Markov chains are kind of like state machines; with a probability attached to each transition. Each state has no memory of previous states. They have plenty of applications but a very common one is generating realistic text – for example, fooling Bayesian spam filters.
I’ve had a long standing desire to make a Twitter bot using Markov chains; perhaps to make up for the lack of my own tweets! The plan is pretty easy, we need to build our model, produce some output; and use the Twitter API to post it.
The theory behind building the model is simple. If we take a sample corpus; for example the first paragraph of this blog post; we can analyse the text to see that if the current letter is a
then the probability of the next letter being an r
is 0.15; the probability of it being a t
is 0.2; the probability of it being an i
is 0.1 and so on.
This can then be extended to pairs of letters; or even words. Then; by walking the resulting Markov chain, we can mimic the style of the writer. From this description; it’s easy to see how the size of the corpus is going to change the probabilities and affect the final result.
First things first – we need a reasonably large corpus from which to generate the text – I picked John Keats; hopeless romantic and lover of nightingales; which fits with a theme of tweeting. We can get hold of a few bits of Keat’s work from Project Gutenburg. Some clean up of the text is required to remove unwanted words – the preamble; line numbers and headings – otherwise these will “pollute” our corpus.

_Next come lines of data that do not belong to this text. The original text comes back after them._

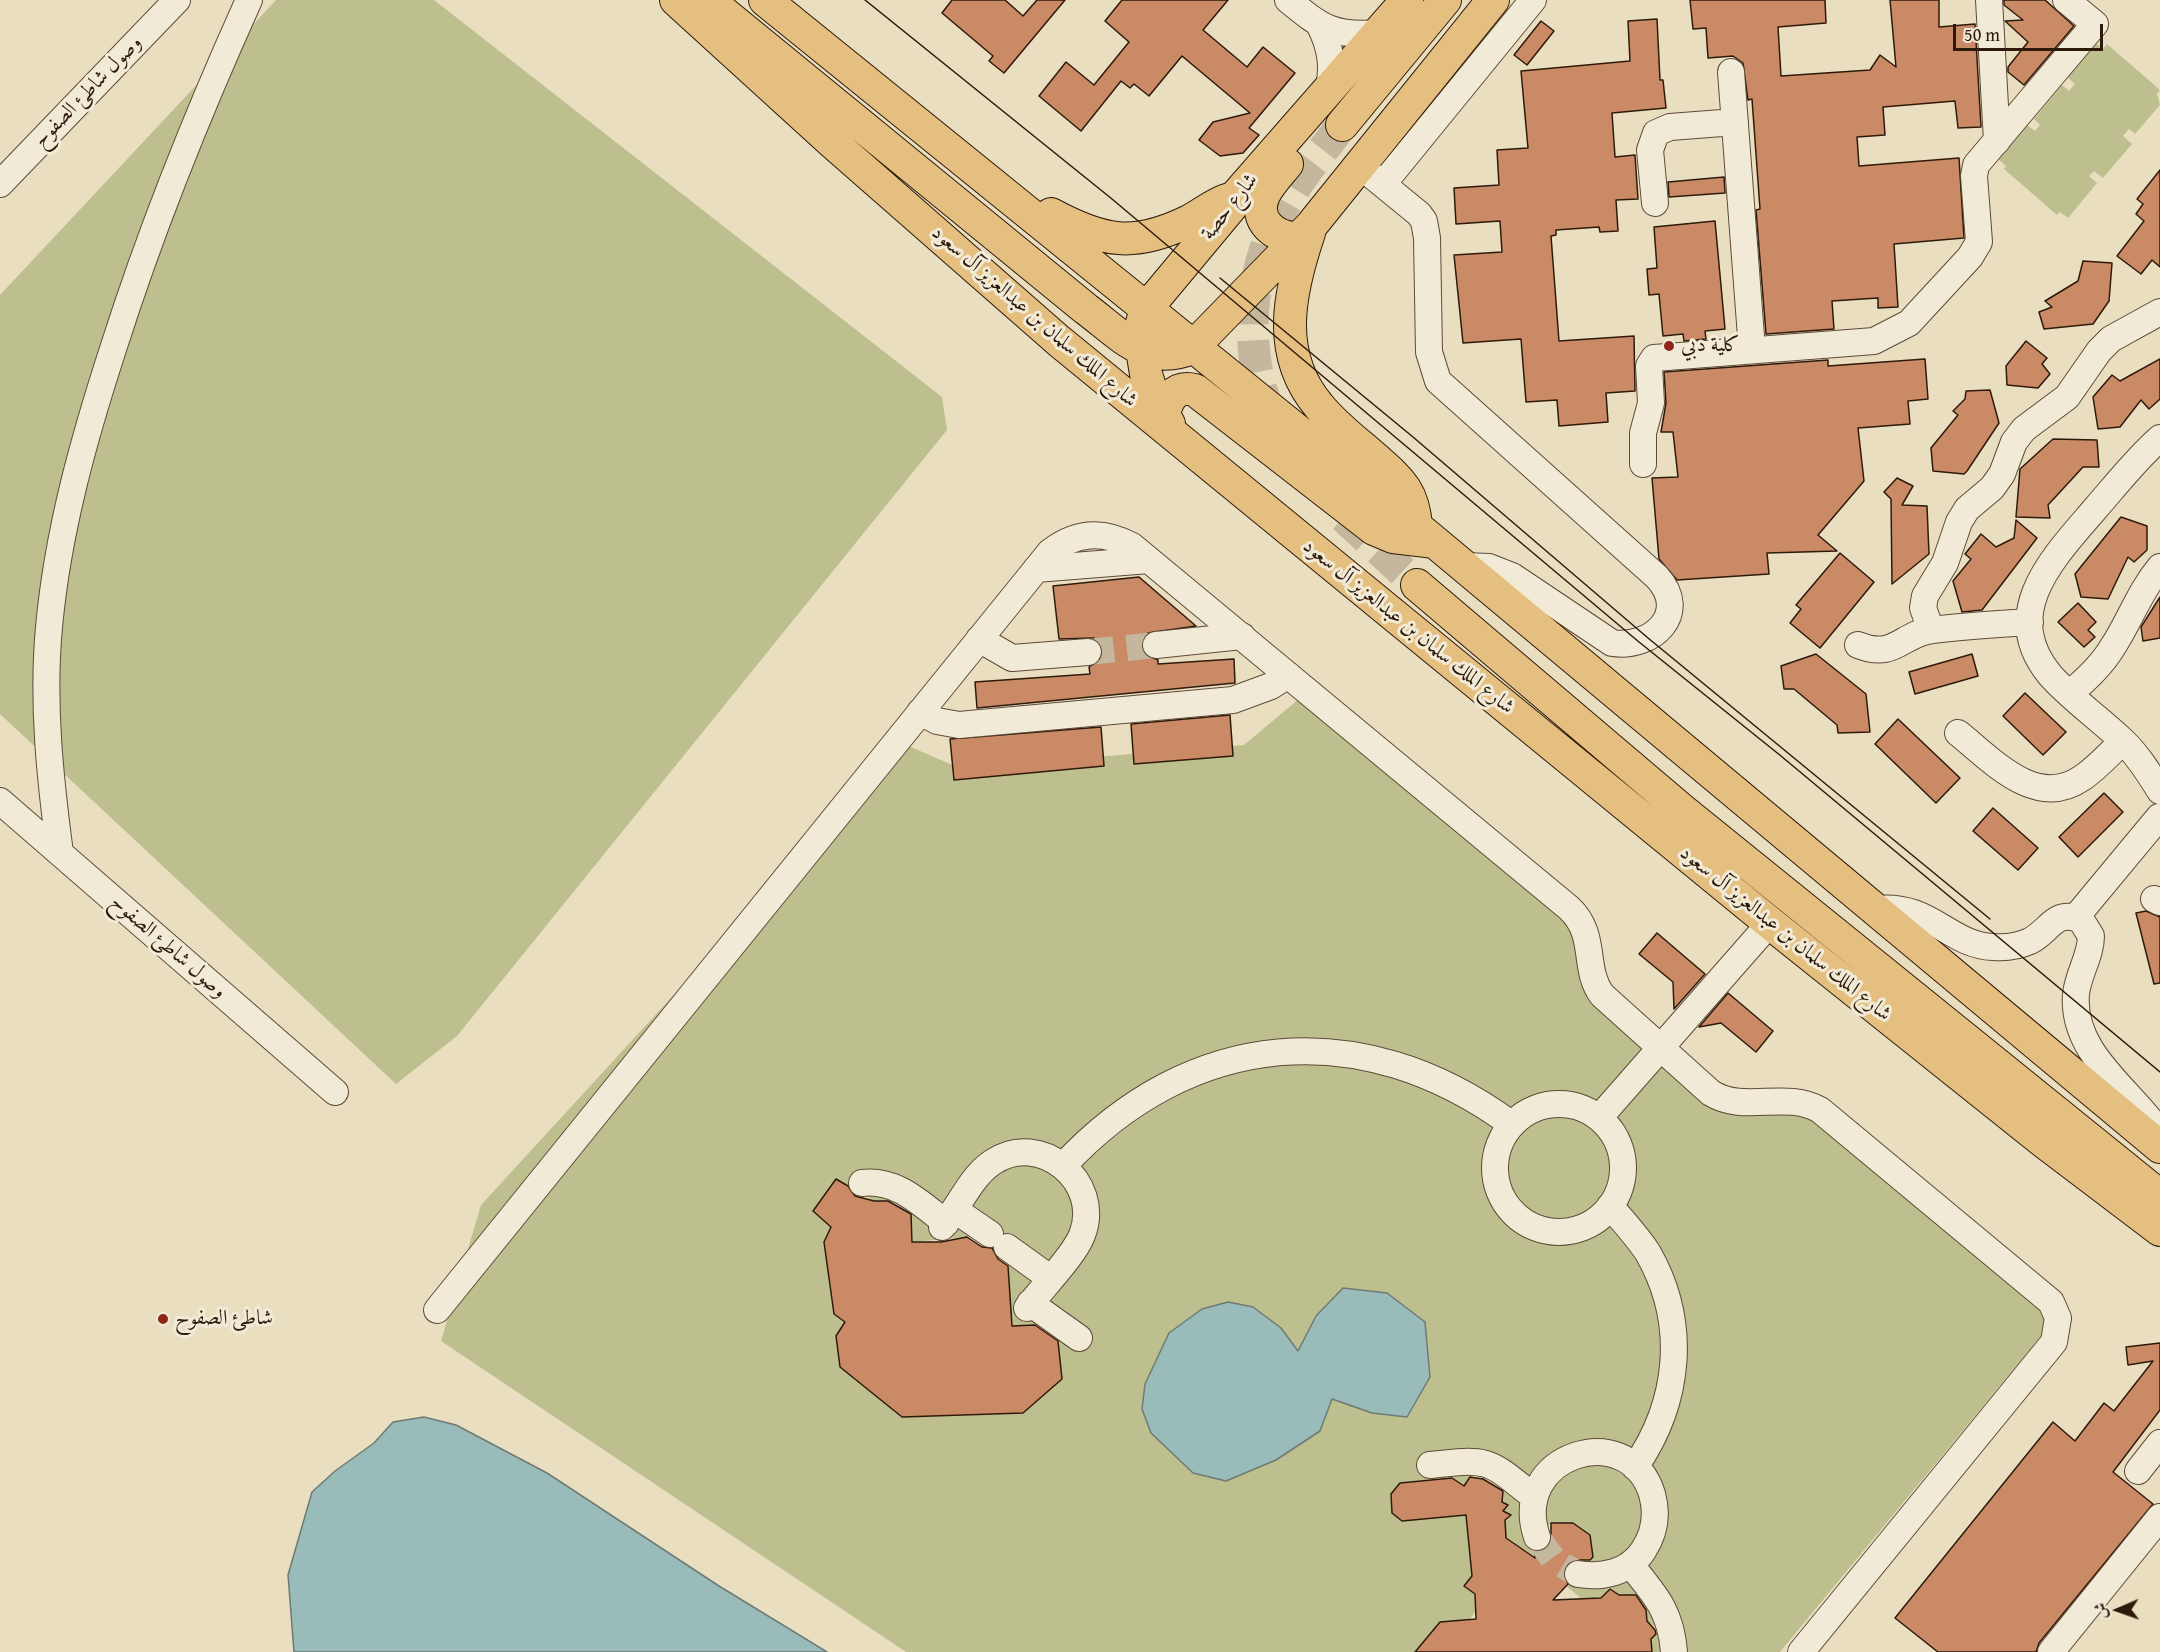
<!DOCTYPE html>
<html>
<head>
<meta charset="utf-8">
<style>
	body { margin:0 }
	#map { position:relative; width:2160px; height:1652px; overflow:hidden; background:#eadec1; font-family:"Gentium Book Plus",Amiri,serif }
	canvas { display:block }
	.north { position:absolute; left:2088px; top:1580px; width:60px; height:60px; -webkit-text-stroke:4px #f1ead7; paint-order:stroke; rotate:268deg; font-size:16px; font-weight:700; line-height:24px; text-align:center; color:#2e1a0b }
	.north::after { content:''; display:block; margin:auto; width:21px; height:27px; background:#2e1a0b; clip-path:polygon(50% 0,100% 100%,50% 72%,0 100%) }
	.scale { position:absolute; left:1953px; top:24px; width:150px; height:27px; box-sizing:border-box; border:3px solid #2e1a0b; border-top:0; padding-left:8px; font-size:18px; line-height:21px; white-space:nowrap; color:#2e1a0b; -webkit-text-stroke:4px #f1ead7; paint-order:stroke }
</style>
</head>
<body>
<div id="map">
<canvas width="2160" height="1652"></canvas>
<div class="north">ش</div>
<div class="scale">50 m</div>
</div>
<script>
const ctx = document.querySelector('canvas').getContext('2d');
ctx.lineJoin = 'round';
function paint(path, color) { ctx.fillStyle = color; ctx.fill(path, 'evenodd'); }
function stroke(path, color, width, dash) { ctx.strokeStyle = color; ctx.lineWidth = width; ctx.lineCap = dash ? 'butt' : 'round'; ctx.setLineDash(dash || []); ctx.stroke(path); }
function write(font, color, halo, rows, align = 'center') {
  ctx.font = font + ' "Gentium Book Plus",Amiri,serif'; ctx.lineWidth = 6; ctx.setLineDash([]); ctx.textBaseline = 'middle'; ctx.strokeStyle = halo; ctx.fillStyle = color; for (const [text, x, y, turn = 0] of rows) {
    ctx.save(); ctx.translate(x, y); ctx.rotate((+turn || 0) * Math.PI / 180); ctx.textAlign = isNaN(turn) ? turn : align; if (halo) ctx.strokeText(text, 0, 0); ctx.fillText(text, 0, 0); ctx.restore();
  }
}
paint(new Path2D(`
	M276,0H434L942,397L947,430L457,1036L396,1084L0,714V295Z
	M2094,41L2103,49L2107,44L2160,90L2157,94L2160,105L2135,134L2129,129L2123,136L2132,144L2103,178L2094,171L2089,176L2097,183L2068,218L2060,212L2057,215L2004,169L2006,166L1998,159L2027,125L2035,131L2040,125L2034,119L2062,85L2069,91L2075,84L2066,76Z
	M1300,698L1566,917L1591,999L1719,1111L1805,1113L2054,1320L1780,1652H1652L1651,1639L1659,1630L1647,1621L1645,1595H1619L1609,1588L1601,1598L1582,1599L1559,1580L1578,1574L1593,1557L1590,1535L1573,1523H1551L1537,1537L1535,1558L1506,1538L1505,1520L1511,1515L1503,1511L1508,1505L1502,1502L1503,1484L1490,1476L1472,1475L1464,1486L1451,1477L1400,1483L1391,1494L1392,1513L1402,1521L1457,1516L1466,1509L1472,1576L1464,1586L1475,1594V1612L1469,1620L1416,1652H906L441,1341L481,1205L904,744L959,768L1244,745ZM836,1179L874,1201H910L913,1242L1006,1233L1012,1326L1056,1324L1062,1379L1023,1412L902,1417L840,1367L836,1336L845,1322L834,1314L824,1242L831,1227L813,1211ZM1281,1328L1298,1351L1372,1413L1332,1399L1142,1409L1146,1384L1169,1333Z`), '#bebf8e');
const water = new Path2D(`
	M1343,1288L1387,1293L1425,1322L1430,1377L1407,1417L1372,1413L1332,1399L1320,1431L1276,1460L1226,1481L1193,1473L1151,1433L1142,1409L1145,1384L1169,1333L1202,1309L1228,1302L1253,1307L1281,1328L1298,1351L1316,1316Z
	M424,1417L456,1425L547,1473L719,1586L827,1652H294L288,1575L312,1492L335,1471L374,1443L393,1422Z`);
paint(water, '#99bbb9');
stroke(water, '#6e7b73', 1.5);
const building = new Path2D(`
	M952,0H1005L1023,16L1037,0H1065L1004,73L989,61L993,56L942,13Z
	M1122,0H1228L1203,30L1247,67L1263,47L1295,73L1249,128L1259,135L1243,153L1220,156L1199,140L1213,122L1250,113L1182,56L1149,96L1134,84L1130,88L1121,81L1081,131L1039,96L1066,62L1094,85L1129,42L1105,21Z
	M1690,0H1825L1826,23L1778,27L1781,76L1870,70L1880,55L1896,67L1890,0H1939V27L1975,24L1981,127L1958,128L1955,101L1883,107L1885,135L1857,137L1859,166L1959,158L1964,238L1894,244L1898,307L1878,308V298L1832,301L1834,329L1766,334L1756,210L1760,209L1752,99L1748,100L1743,63L1733,56L1708,58L1706,28L1693,29Z
	M2004,0H2045L2074,26L2024,85L2008,72V67L2028,42L2005,21L2023,20L2004,5Z
	M1657,19L1660,80H1663L1666,108L1612,113L1615,157L1635,155L1638,199L1616,200L1618,231L1600,232L1599,227L1556,230V235L1551,236L1559,341L1634,336L1635,391L1606,393L1608,422L1559,426L1557,400L1526,402L1521,339L1463,343L1454,255L1502,252L1500,221L1456,224L1454,188L1499,185L1497,150L1528,148L1521,71L1630,61L1628,21Z
	M1541,21L1554,31L1527,65L1514,55Z
	M2160,170V267L2152,260L2141,274L2117,256L2144,221L2136,214L2143,204L2137,199Z
	M1724,177L1725,193L1669,197L1668,182Z
	M1715,221L1725,329L1705,331L1706,339L1684,341L1683,334L1663,336L1659,294L1649,295L1647,269L1657,268L1654,227Z
	M2083,261L2112,263L2109,301L2093,324L2044,329L2039,312L2052,307L2045,301L2078,281Z
	M2026,341L2047,358L2042,364L2050,374L2038,388L2007,385L2006,366Z
	M1925,359L1928,399L1908,401L1910,424L1858,428L1864,481L1818,535L1837,551L1767,553L1769,574L1677,580L1659,559L1652,478L1678,477L1673,432H1661L1666,403L1664,372L1828,360V366Z
	M2160,359V399L2149,409L2141,400L2120,427L2098,429L2093,397L2112,375L2120,381Z
	M1990,390L1999,423L1967,471L1964,474L1933,471L1931,448L1958,415L1953,411L1965,399L1966,391Z
	M2053,439L2097,440L2099,467H2083L2048,505L2050,518L2016,517L2020,469Z
	M1897,478L1913,486L1902,505L1927,506L1929,554L1892,584L1891,499L1884,492Z
	M2121,517L2147,526V550L2134,562L2128,557L2108,599L2081,597L2075,574Z
	M2016,520L2037,538L1982,610L1962,612L1953,581L1971,559L1965,554L1981,534L1996,547L2014,538Z
	M1840,553L1874,582L1820,648L1790,623L1801,609L1796,605Z
	M1139,577L1196,626L1148,633L1142,639L1144,654L1158,660V664L1234,659L1235,683L977,708L975,682L1090,674L1089,667L1101,659V644L1094,638L1059,639L1053,586Z
	M2160,597V638L2143,641L2141,627Z
	M2078,603L2096,622L2088,630L2095,637L2084,647L2058,622Z
	M1816,654L1866,694L1870,732L1838,733L1837,725L1794,689H1784L1781,666Z
	M1972,654L1978,676L1915,694L1909,672Z
	M2025,693L2066,732L2043,755L2003,716Z
	M1230,715L1233,756L1134,764L1131,724Z
	M1898,719L1960,778L1936,803L1875,744Z
	M1101,727L1104,766L954,780L950,739Z
	M2104,793L2123,812L2078,857L2059,837Z
	M1993,808L2038,848L2018,870L1973,831Z
	M2146,911L2160,917V983L2154,984L2136,913Z
	M1657,933L1705,974L1674,1009L1673,982L1639,954Z
	M1728,993L1773,1031L1756,1052L1721,1023L1699,1027Z
	M836,1179L848,1186L855,1196L874,1201H888L911,1214L912,1242H941L967,1237L982,1247L992,1248L998,1259L1008,1266L1012,1326L1035,1325L1058,1341L1062,1379L1023,1413L902,1417L840,1367L836,1336L845,1322L834,1314L824,1242L831,1227L813,1211Z
	M2160,1343V1410L2113,1472L2153,1504L2039,1643L2036,1652H1938L1895,1618L2053,1422L2075,1441L2104,1403L2114,1411L2153,1361L2128,1365L2126,1347Z
	M1470,1477L1483,1479L1503,1491L1502,1502L1508,1505L1503,1511L1511,1515L1505,1520L1506,1538L1535,1558V1551L1546,1549L1551,1543V1523H1573L1590,1535L1593,1557L1590,1560H1573L1566,1565L1563,1573L1568,1584L1553,1600L1601,1598L1610,1589L1619,1595H1636L1646,1610L1647,1621L1655,1630L1656,1634L1651,1639L1652,1652H1415L1440,1622L1476,1619L1475,1594L1464,1586L1472,1576L1466,1515L1402,1521L1392,1513L1391,1494L1400,1483L1452,1478L1464,1486Z`);
paint(building, '#ca8a66');
stroke(building, '#2e1a0b', 1.5);
stroke(new Path2D(`
	M1088,652L1156,645
	M1537,1537L1554,1560L1578,1574`), '#c4b79d', 26, [26, 13]);
stroke(new Path2D(`
	M1271,418C1240,343 1249,259 1293,191C1307,168 1326,147 1342,125
	M1344,517L1417,585`), '#c4b79d', 32, [32, 16]);
const minor = new Path2D(`
	M1288,0C1322,28 1334,37 1380,33
	M1989,0L1997,141
	M1320,26C1331,48 1334,68 1328,92
	M1731,72L1752,350
	M1359,165L1419,214L1424,221L1427,238L1429,352L1438,381L1657,577C1690,613 1653,649 1612,643L1512,576L1489,567L1464,566
	M0,184L177,0
	M1383,184L1533,0
	M1655,203L1650,150L1656,133L1670,127L1735,122
	M2160,438C2136,459 2116,485 2095,509C2055,556 1998,612 2050,675C2071,699 2099,718 2122,740C2137,754 2149,773 2160,791
	M1643,464V433L1651,403L1649,366L1654,358L1874,341L1909,323L1970,257L1979,242L1974,176L1976,165L2095,24L2066,0
	M1036,569L1149,560
	M1931,630L1923,608L1925,596L1945,563L1959,522L1967,509L1992,488L2002,474L2014,442L2024,429L2067,397L2099,351L2111,339L2160,312
	M979,639L1012,658L1088,652
	M1156,645L1242,636
	M1858,645C1895,660 1901,634 1932,630C1964,626 1997,624 2030,622
	M2070,693C2086,680 2101,666 2112,648C2130,621 2139,592 2160,567
	M920,712L937,721L959,725L1233,700L1271,686L1288,675
	M1958,733C1992,760 2036,810 2082,778C2097,768 2110,753 2123,741
	M0,801L335,1092
	M60,853C50,778 42,703 49,627C58,530 84,438 114,346C152,227 198,113 249,0
	M2154,899L2160,902
	M1876,909C1931,903 1948,945 1993,947C2006,948 2019,946 2030,941C2050,931 2055,908 2081,920L2091,936C2091,956 2078,974 2076,994C2071,1053 2130,1089 2160,1133
	M2076,917L2159,817
	M1495 1168a64 64 0 1 1 128 0a64 64 0 1 1-128 0Z
	M1599,1118L1770,923
	M1063,1166C1190,1029 1361,1014 1511,1124
	M862,1183C897,1179 920,1203 946,1223
	M1610,1206C1623,1221 1637,1236 1648,1253C1688,1323 1680,1402 1635,1467
	M955,1210L990,1234
	M942,1227C959,1207 971,1176 993,1162C1040,1130 1103,1182 1082,1235C1074,1256 1042,1288 1027,1308
	M1007,1247L1050,1278
	M1030,1303L1079,1338
	M437,1310L1050,552C1076,532 1103,530 1132,546L1569,908C1598,935 1582,968 1602,995L1711,1093C1745,1114 1785,1090 1820,1110L2051,1302L2058,1318L2054,1342L1801,1652
	M1430,1465C1490,1458 1488,1460 1534,1497
	M2138,1471L2160,1443
	M1537,1537C1509,1455 1628,1417 1652,1494C1658,1515 1655,1533 1643,1551C1628,1573 1602,1578 1578,1574
	M1630,1564C1655,1595 1671,1611 1674,1652
	M2051,1652L2160,1517`);
const major = new Path2D(`
	M676,0L833,143L1059,341L1770,923L2044,1142L2160,1230
	M708,0L1086,309C1121,335 1146,367 1192,348L1311,226L1493,0
	M765,0L1424,533L2160,1147
	M1342,125L1445,0
	M1287,164C1279,174 1269,184 1264,195C1252,221 1276,239 1299,238
	M1051,214C1103,242 1134,248 1189,221C1203,214 1215,203 1230,199
	M1309,233C1289,292 1275,354 1319,406C1335,426 1357,442 1376,459C1401,481 1414,492 1416,527
	M1164,418C1166,400 1174,385 1195,390L1374,529L1393,537L1435,542
	M1169,424L1153,397L1146,374L1140,337L1142,323L1146,309L1231,207L1234,198L1407,0
	M1417,585L1682,810L2160,1196`);
stroke(minor, '#5d4b38', 28);
stroke(major, '#2e1a0b', 34);
stroke(minor, '#f1ead7', 26);
stroke(major, '#e5bf80', 32);
stroke(new Path2D(`
	M865,0L1112,199L1639,642L1781,756L2160,1072
	M1220,278L1413,437L1648,638L1990,919`), '#2e1a0b', 1.5);
for (const [x, y, r, color] of [
	[1669,346,6,"#8f2418"],
	[163,1319,6,"#8f2418"]
]) { const dot = new Path2D(); dot.arc(x, y, r, 0, 2 * Math.PI); ctx.fillStyle = color; ctx.fill(dot); stroke(dot, '#f1ead7', 2); }
write('21px', '#2e1a0b', '#f1ead7', [
	["وصول شاطئ الصفوح",88,92,-46],
	["شارع حصة",1230,207,-52],
	["شارع الملك سلمان بن عبدالعزيز آل سعود",1034,317,41],
	["شارع الملك سلمان بن عبدالعزيز آل سعود",1408,627,39],
	["شارع الملك سلمان بن عبدالعزيز آل سعود",1785,934,39],
	["وصول شاطئ الصفوح",168,947,41]
]);
write('21px', '#2e1a0b', '#f1ead7', [
	["كلية دبي",1681,346],
	["شاطئ الصفوح",175,1319]
], 'left');
</script>
</body>
</html>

As for the code; this being the 21st Century we don’t have to do much of this ourselves. We can quickly Google a bit of Python that’ll generate the Markov chain model and use it to output some text; all courtesy of Shabda Raaj.
A first run leaves a bit to be desired; so we’ll make a few minor adjustments – we make everything lower case; and add a back off to prevent stop words like “and” or “of” appearing at the end of our sentences:
stopwords = ['and', 'of', 'with', 'the', 'a', 'which'] # backoff until no stopwords while gen_words[-1].lower() in stopwords: gen_words.pop()
For now, i’ve decided against stripping punctuation from the corpus; and lower casing words before they went into our Markov model. Without doing this; “day.”, “day” and “Day” are all treated as separate words; so our output has a bit less variety – often Keatsbot will lift whole sentences from the underlying corpus. What a fraud. But I think on balance it gets us closer to Keat’s style; since punctuation is of course part of that style.
Finally; we want to tweet it. Ricky Rosario helps us with this, pointing us to the excellent Python Twitter Tools. We just need to pip install twitter
to download the package; then it’s as easy as:
twitter = Twitter(auth=OAuth(token, token_key, con_secret_key, con_secret)) twitter.statuses.update(status=output)
So – set up a Twitter account; add an application from the developer console to get the various OAuth keys; and we can sing of summer in full-throated ease!
You can find the full code on Github.
I did something similar a long time ago to generate new English-sounding placenames letter by letter (so long ago I think it was written in Visual Basic). It worked remarkably well – wish I knew whether I still have the code somewhere.
5 minutes of searching later …. found it and the .exe dating from 2001 still works! Hats off to Microsoft.